Given the Supreme Court’s rulings on numerous cases, the BSA’s stance as a private religious organization and the continuing attempts by many who are ousted to fight the decision and lose, it is my opinion that the BSA has no motivating reason to change it’s stance or it’s policies and has no intention of doing so in the future. After resigning my membership from the BSA, I had a few months to mull things over in my head. What was I to do with my son? I really enjoy Scouting as an activity and the opportunities if offered. It had meant so much to me, to be active in the program along with my father; and I wanted my son to have that too. But I can’t drop my integrity on the floor and continue to indirectly support an organization with such backwards, offensive policies towards homosexuals, atheists and agnostics and girls. Yes, I know there’s Girl Scouts; but it’s not the same type of program; and there are a ton of young girls and women who want to do those types of activities, like camping, backpacking, canoeing, orienteering, etc. Other scouting organizations around the world are co-ed, and there’s no reason the Boy Scouts of America couldn’t be either. These are the 3 ‘G’s that bother the BSA: the Godless, the Gays and Girls. After reflecting on all of this, I decided to do three things:

1) Officially write a letter to BSA national about their membership policies, and my hope that in the future they change them; but that I can no longer be a part.

2) Resign my Eagle badge and ask to be taken off the national registry of Eagle Scouts (also in the previous letter)

3) Find an alternative Scouting organization to get involved with along with my son or start a new one

I sent my letter to National Council at the BSA, rebuking them for their continued stance on their policies; and officially asked to be taken off the National Eagle Scout registry (accompanied by my Eagle badge and card). The work I did to attain Eagle and what it meant personally will stay with me forever; but the Eagle honor itself now feels cheapened and not worth claiming. Given my background, this was one of the hardest decisions I have every had to make. But the ultimate lesson I want to teach to my son (and other children now) is that integrity is worth everything. If you see something is wrong, don’t just stand idly by and do nothing. Don’t be apathetic about it and say, “well, it’s not affecting me directly, so it’s not really a problem.” Those policies are a problem. They are a problem because the local units by extension of being a part of the Boy Scouts of America, are supporting those types of policies by their continued membership and money and participation in things like pop-corn sales. I know a lot of Scouters who say that it isn’t really an issue at the “Troop” or “Pack” level, because they don’t really believe in those policies or won’t enforce them. Tell that to Jennifer Tyrrell or James Dale or Tim Curran or the many others that have been affected at the “Troop” or “Pack” level. Scouting is about teaching young people how to become better adults and citizens; and by trying to do that within an organization that holds to such out-dated, unjust and hateful policies is not teaching by example and comes off as hypocritical.
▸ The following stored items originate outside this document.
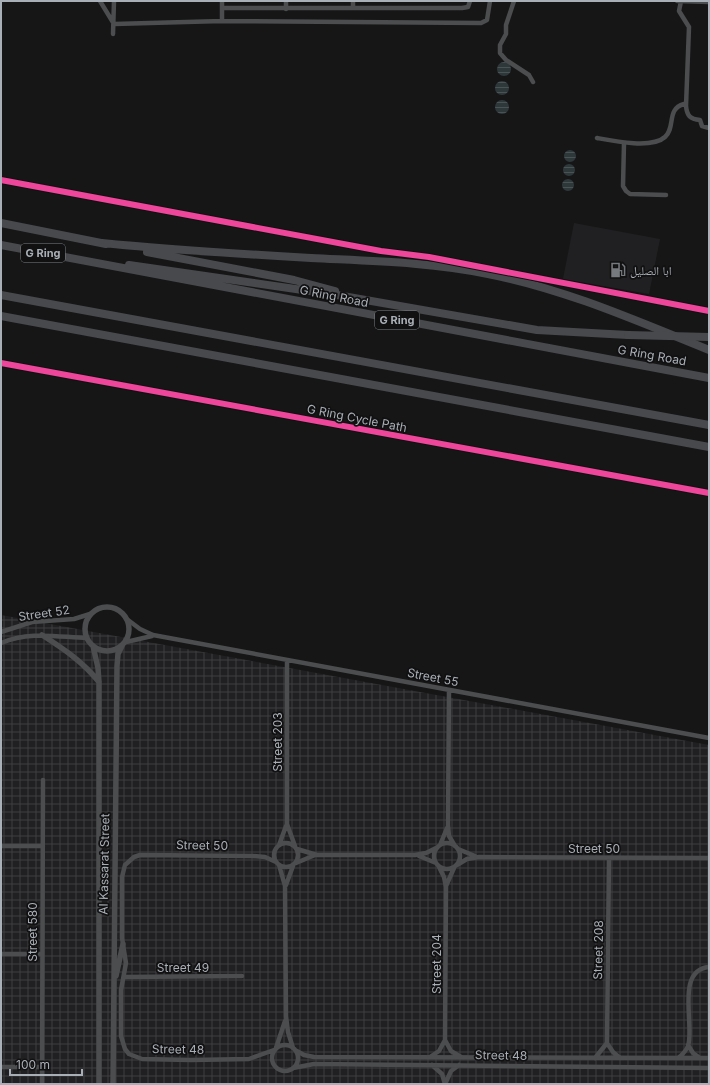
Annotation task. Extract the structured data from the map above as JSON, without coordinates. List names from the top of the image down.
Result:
{
  "streets": {
    "highway": ["G Ring", "G Ring Road"],
    "street": [
      "Street 52",
      "Street 55",
      "Street 203",
      "Street 50",
      "Al Kassarat Street",
      "Street 580",
      "Street 208",
      "Street 204",
      "Street 49",
      "Street 48"
    ],
    "cycle path": ["G Ring Cycle Path"]
  },
  "crossings": [
    ["Street 52", "Street 55"],
    ["Street 52", "Al Kassarat Street"],
    ["Street 55", "Street 203"],
    ["Street 55", "Al Kassarat Street"],
    ["Street 203", "Street 50"],
    ["Street 50", "Al Kassarat Street"],
    ["Street 50", "Street 208"],
    ["Street 50", "Street 204"],
    ["Al Kassarat Street", "Street 49"],
    ["Al Kassarat Street", "Street 48"]
  ],
  "places": {
    "fuel station": ["ابا الصليل"]
  },
  "scale_bar": "100 m"
}
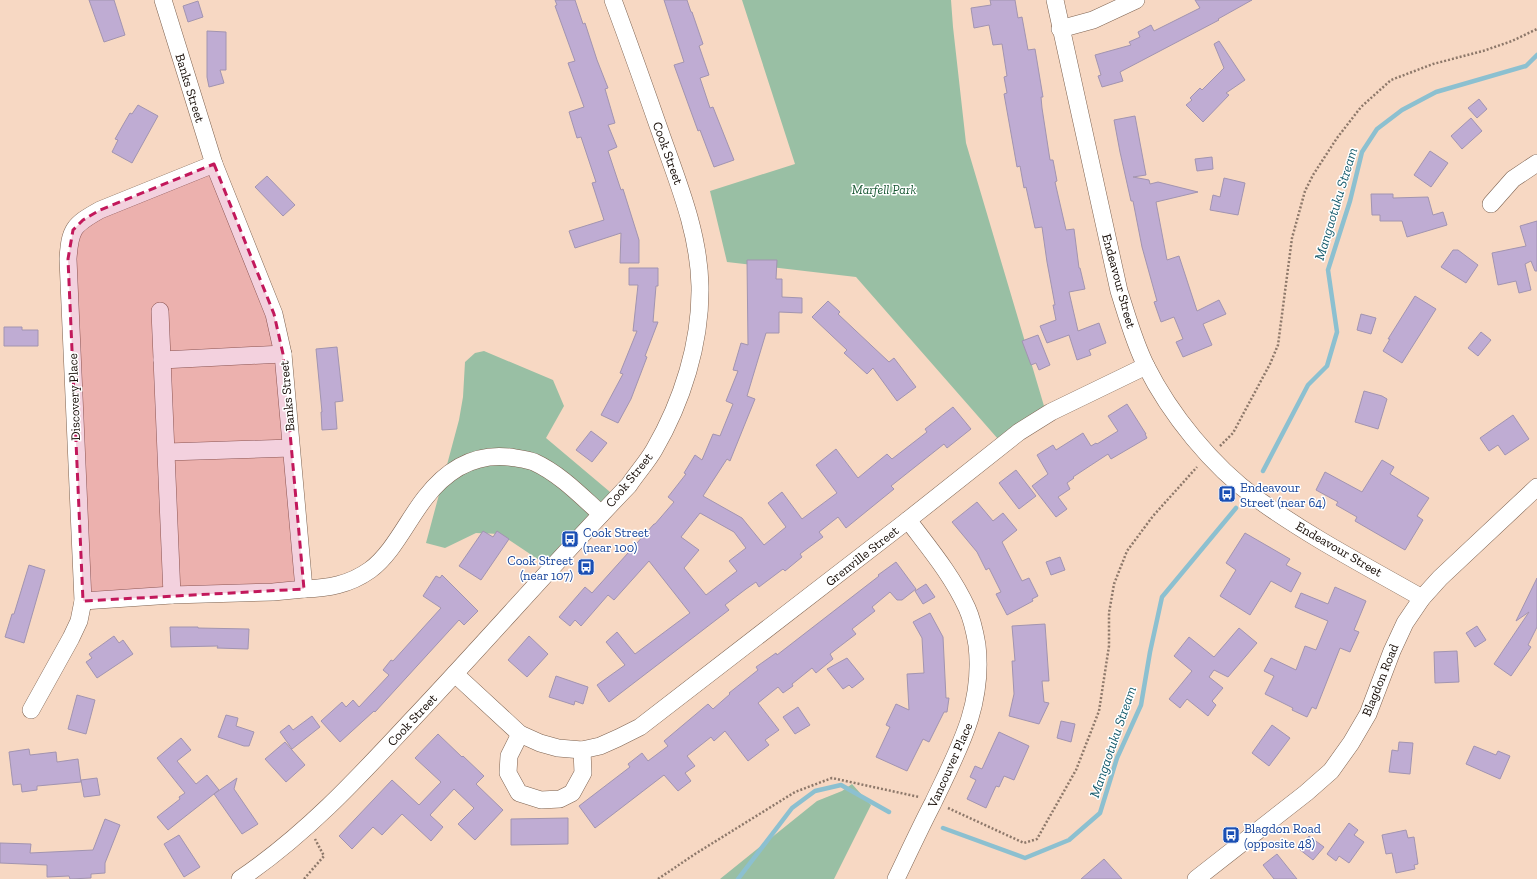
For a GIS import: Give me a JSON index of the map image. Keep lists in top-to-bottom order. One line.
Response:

After sending the letter, I took the Council PR rep’s advice and started looking for another organization. I came across the semblance of one called the Baden-Powell Service Association, or BPSA. A lot of people I think are spending time trying to get the BSA to change their policies. They’ve been taking that approach for decades and it hasn’t gotten them anywhere. Meanwhile, lots of kids and adults, are unable to participate in a Scouting program because there is no real alternative to the BSA in this country. To this end, I started a local BPSA group here in Missouri (Washington, MO), and as of a year ago, am now the acting Commissioner for the BPSA. We aren’t big, but we’re trying to reach out and grow and let people know that there is an alternative to the BSA that they CAN participate in that is not discriminatory in any way – and in fact, is headed by an atheist: me. The BPSA is also co-ed, so now everyone has a chance to participate in the game of Scouting and the outdoors. And that, is the BPSA’s mantra — “Scouting for Everyone.”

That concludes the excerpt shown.